**Your objective:** The entries below are to be reproduced in full, exactly as written.

**Stored items:**
__________________________________________________
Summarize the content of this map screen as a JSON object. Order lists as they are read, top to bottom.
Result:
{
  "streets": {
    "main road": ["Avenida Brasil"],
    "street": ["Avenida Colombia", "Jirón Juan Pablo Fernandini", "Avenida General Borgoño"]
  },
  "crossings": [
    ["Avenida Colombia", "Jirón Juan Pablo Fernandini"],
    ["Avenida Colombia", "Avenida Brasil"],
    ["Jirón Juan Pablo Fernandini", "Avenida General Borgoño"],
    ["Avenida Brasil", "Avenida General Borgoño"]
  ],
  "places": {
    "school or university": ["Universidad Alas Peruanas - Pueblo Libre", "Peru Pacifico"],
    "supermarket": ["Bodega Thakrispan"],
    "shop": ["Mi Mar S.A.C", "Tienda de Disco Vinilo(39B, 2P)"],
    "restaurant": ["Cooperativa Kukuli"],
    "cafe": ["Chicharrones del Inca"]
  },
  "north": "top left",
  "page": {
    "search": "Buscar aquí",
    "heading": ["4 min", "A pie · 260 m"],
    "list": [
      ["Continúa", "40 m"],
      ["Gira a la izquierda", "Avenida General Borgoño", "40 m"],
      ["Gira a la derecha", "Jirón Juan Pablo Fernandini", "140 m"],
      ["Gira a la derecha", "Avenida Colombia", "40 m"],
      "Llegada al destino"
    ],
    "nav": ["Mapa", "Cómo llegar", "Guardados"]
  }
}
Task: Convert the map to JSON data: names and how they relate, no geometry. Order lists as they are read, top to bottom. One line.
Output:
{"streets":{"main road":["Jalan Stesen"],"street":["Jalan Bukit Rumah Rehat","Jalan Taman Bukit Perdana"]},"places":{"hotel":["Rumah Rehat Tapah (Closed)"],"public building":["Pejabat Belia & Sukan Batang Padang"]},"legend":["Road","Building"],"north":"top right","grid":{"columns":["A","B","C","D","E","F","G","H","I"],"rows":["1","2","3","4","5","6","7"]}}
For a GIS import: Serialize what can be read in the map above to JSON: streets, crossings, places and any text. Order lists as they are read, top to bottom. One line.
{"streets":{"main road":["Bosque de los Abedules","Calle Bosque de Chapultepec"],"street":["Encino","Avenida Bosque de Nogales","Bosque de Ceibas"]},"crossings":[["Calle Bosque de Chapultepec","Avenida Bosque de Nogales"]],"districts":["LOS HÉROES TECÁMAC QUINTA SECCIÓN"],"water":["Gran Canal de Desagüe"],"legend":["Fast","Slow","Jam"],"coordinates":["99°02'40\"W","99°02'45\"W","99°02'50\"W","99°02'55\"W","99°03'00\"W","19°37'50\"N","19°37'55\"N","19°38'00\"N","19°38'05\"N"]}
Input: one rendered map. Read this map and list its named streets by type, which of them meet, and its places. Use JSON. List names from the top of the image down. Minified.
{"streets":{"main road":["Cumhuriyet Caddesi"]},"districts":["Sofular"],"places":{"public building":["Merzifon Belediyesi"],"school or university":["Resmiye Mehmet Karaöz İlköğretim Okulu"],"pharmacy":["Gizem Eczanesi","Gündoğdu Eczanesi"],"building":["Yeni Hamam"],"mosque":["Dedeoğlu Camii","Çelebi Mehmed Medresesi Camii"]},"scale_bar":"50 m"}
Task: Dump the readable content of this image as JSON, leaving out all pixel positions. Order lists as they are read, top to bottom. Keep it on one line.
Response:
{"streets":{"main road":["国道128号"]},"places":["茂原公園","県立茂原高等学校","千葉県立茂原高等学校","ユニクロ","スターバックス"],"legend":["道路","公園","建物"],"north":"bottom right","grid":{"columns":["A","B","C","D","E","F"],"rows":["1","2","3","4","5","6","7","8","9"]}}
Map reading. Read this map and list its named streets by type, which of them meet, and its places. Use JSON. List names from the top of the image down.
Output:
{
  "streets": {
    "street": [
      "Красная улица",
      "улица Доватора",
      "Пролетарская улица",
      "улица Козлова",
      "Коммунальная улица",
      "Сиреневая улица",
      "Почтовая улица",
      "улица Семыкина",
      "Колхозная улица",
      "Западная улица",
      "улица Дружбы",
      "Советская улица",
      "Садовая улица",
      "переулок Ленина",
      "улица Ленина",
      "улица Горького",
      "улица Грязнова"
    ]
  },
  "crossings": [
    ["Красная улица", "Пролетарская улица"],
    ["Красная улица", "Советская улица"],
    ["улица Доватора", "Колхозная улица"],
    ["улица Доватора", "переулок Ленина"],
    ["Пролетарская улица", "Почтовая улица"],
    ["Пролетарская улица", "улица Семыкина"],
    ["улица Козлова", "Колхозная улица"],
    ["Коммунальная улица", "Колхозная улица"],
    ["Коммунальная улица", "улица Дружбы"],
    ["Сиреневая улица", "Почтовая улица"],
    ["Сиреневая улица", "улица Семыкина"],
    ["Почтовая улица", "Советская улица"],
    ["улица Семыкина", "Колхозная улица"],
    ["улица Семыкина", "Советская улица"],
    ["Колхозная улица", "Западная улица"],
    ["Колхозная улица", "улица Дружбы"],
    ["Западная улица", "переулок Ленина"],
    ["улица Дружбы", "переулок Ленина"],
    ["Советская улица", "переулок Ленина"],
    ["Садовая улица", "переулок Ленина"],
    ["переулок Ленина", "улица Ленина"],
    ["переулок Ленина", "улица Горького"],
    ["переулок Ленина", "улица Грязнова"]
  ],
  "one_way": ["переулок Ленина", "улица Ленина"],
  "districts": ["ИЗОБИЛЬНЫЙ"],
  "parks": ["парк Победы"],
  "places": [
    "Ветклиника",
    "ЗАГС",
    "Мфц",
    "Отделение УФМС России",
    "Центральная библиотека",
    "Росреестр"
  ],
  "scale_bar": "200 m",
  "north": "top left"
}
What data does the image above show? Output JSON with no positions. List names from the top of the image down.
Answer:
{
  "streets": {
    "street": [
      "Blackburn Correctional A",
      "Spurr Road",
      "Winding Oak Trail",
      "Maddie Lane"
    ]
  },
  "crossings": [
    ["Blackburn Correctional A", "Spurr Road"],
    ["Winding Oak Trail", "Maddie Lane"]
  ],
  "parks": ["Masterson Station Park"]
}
__________________________________________________
**Result of the exercise:**
Summarize the content of this map screen as a JSON object. Order lists as they are read, top to bottom.
Result:
{
  "streets": {
    "main road": ["Avenida Brasil"],
    "street": ["Avenida Colombia", "Jirón Juan Pablo Fernandini", "Avenida General Borgoño"]
  },
  "crossings": [
    ["Avenida Colombia", "Jirón Juan Pablo Fernandini"],
    ["Avenida Colombia", "Avenida Brasil"],
    ["Jirón Juan Pablo Fernandini", "Avenida General Borgoño"],
    ["Avenida Brasil", "Avenida General Borgoño"]
  ],
  "places": {
    "school or university": ["Universidad Alas Peruanas - Pueblo Libre", "Peru Pacifico"],
    "supermarket": ["Bodega Thakrispan"],
    "shop": ["Mi Mar S.A.C", "Tienda de Disco Vinilo(39B, 2P)"],
    "restaurant": ["Cooperativa Kukuli"],
    "cafe": ["Chicharrones del Inca"]
  },
  "north": "top left",
  "page": {
    "search": "Buscar aquí",
    "heading": ["4 min", "A pie · 260 m"],
    "list": [
      ["Continúa", "40 m"],
      ["Gira a la izquierda", "Avenida General Borgoño", "40 m"],
      ["Gira a la derecha", "Jirón Juan Pablo Fernandini", "140 m"],
      ["Gira a la derecha", "Avenida Colombia", "40 m"],
      "Llegada al destino"
    ],
    "nav": ["Mapa", "Cómo llegar", "Guardados"]
  }
}
Task: Convert the map to JSON data: names and how they relate, no geometry. Order lists as they are read, top to bottom. One line.
Output:
{"streets":{"main road":["Jalan Stesen"],"street":["Jalan Bukit Rumah Rehat","Jalan Taman Bukit Perdana"]},"places":{"hotel":["Rumah Rehat Tapah (Closed)"],"public building":["Pejabat Belia & Sukan Batang Padang"]},"legend":["Road","Building"],"north":"top right","grid":{"columns":["A","B","C","D","E","F","G","H","I"],"rows":["1","2","3","4","5","6","7"]}}
For a GIS import: Serialize what can be read in the map above to JSON: streets, crossings, places and any text. Order lists as they are read, top to bottom. One line.
{"streets":{"main road":["Bosque de los Abedules","Calle Bosque de Chapultepec"],"street":["Encino","Avenida Bosque de Nogales","Bosque de Ceibas"]},"crossings":[["Calle Bosque de Chapultepec","Avenida Bosque de Nogales"]],"districts":["LOS HÉROES TECÁMAC QUINTA SECCIÓN"],"water":["Gran Canal de Desagüe"],"legend":["Fast","Slow","Jam"],"coordinates":["99°02'40\"W","99°02'45\"W","99°02'50\"W","99°02'55\"W","99°03'00\"W","19°37'50\"N","19°37'55\"N","19°38'00\"N","19°38'05\"N"]}
Input: one rendered map. Read this map and list its named streets by type, which of them meet, and its places. Use JSON. List names from the top of the image down. Minified.
{"streets":{"main road":["Cumhuriyet Caddesi"]},"districts":["Sofular"],"places":{"public building":["Merzifon Belediyesi"],"school or university":["Resmiye Mehmet Karaöz İlköğretim Okulu"],"pharmacy":["Gizem Eczanesi","Gündoğdu Eczanesi"],"building":["Yeni Hamam"],"mosque":["Dedeoğlu Camii","Çelebi Mehmed Medresesi Camii"]},"scale_bar":"50 m"}
Task: Dump the readable content of this image as JSON, leaving out all pixel positions. Order lists as they are read, top to bottom. Keep it on one line.
Response:
{"streets":{"main road":["国道128号"]},"places":["茂原公園","県立茂原高等学校","千葉県立茂原高等学校","ユニクロ","スターバックス"],"legend":["道路","公園","建物"],"north":"bottom right","grid":{"columns":["A","B","C","D","E","F"],"rows":["1","2","3","4","5","6","7","8","9"]}}
Map reading. Read this map and list its named streets by type, which of them meet, and its places. Use JSON. List names from the top of the image down.
Output:
{
  "streets": {
    "street": [
      "Красная улица",
      "улица Доватора",
      "Пролетарская улица",
      "улица Козлова",
      "Коммунальная улица",
      "Сиреневая улица",
      "Почтовая улица",
      "улица Семыкина",
      "Колхозная улица",
      "Западная улица",
      "улица Дружбы",
      "Советская улица",
      "Садовая улица",
      "переулок Ленина",
      "улица Ленина",
      "улица Горького",
      "улица Грязнова"
    ]
  },
  "crossings": [
    ["Красная улица", "Пролетарская улица"],
    ["Красная улица", "Советская улица"],
    ["улица Доватора", "Колхозная улица"],
    ["улица Доватора", "переулок Ленина"],
    ["Пролетарская улица", "Почтовая улица"],
    ["Пролетарская улица", "улица Семыкина"],
    ["улица Козлова", "Колхозная улица"],
    ["Коммунальная улица", "Колхозная улица"],
    ["Коммунальная улица", "улица Дружбы"],
    ["Сиреневая улица", "Почтовая улица"],
    ["Сиреневая улица", "улица Семыкина"],
    ["Почтовая улица", "Советская улица"],
    ["улица Семыкина", "Колхозная улица"],
    ["улица Семыкина", "Советская улица"],
    ["Колхозная улица", "Западная улица"],
    ["Колхозная улица", "улица Дружбы"],
    ["Западная улица", "переулок Ленина"],
    ["улица Дружбы", "переулок Ленина"],
    ["Советская улица", "переулок Ленина"],
    ["Садовая улица", "переулок Ленина"],
    ["переулок Ленина", "улица Ленина"],
    ["переулок Ленина", "улица Горького"],
    ["переулок Ленина", "улица Грязнова"]
  ],
  "one_way": ["переулок Ленина", "улица Ленина"],
  "districts": ["ИЗОБИЛЬНЫЙ"],
  "parks": ["парк Победы"],
  "places": [
    "Ветклиника",
    "ЗАГС",
    "Мфц",
    "Отделение УФМС России",
    "Центральная библиотека",
    "Росреестр"
  ],
  "scale_bar": "200 m",
  "north": "top left"
}
What data does the image above show? Output JSON with no positions. List names from the top of the image down.
Answer:
{
  "streets": {
    "street": [
      "Blackburn Correctional A",
      "Spurr Road",
      "Winding Oak Trail",
      "Maddie Lane"
    ]
  },
  "crossings": [
    ["Blackburn Correctional A", "Spurr Road"],
    ["Winding Oak Trail", "Maddie Lane"]
  ],
  "parks": ["Masterson Station Park"]
}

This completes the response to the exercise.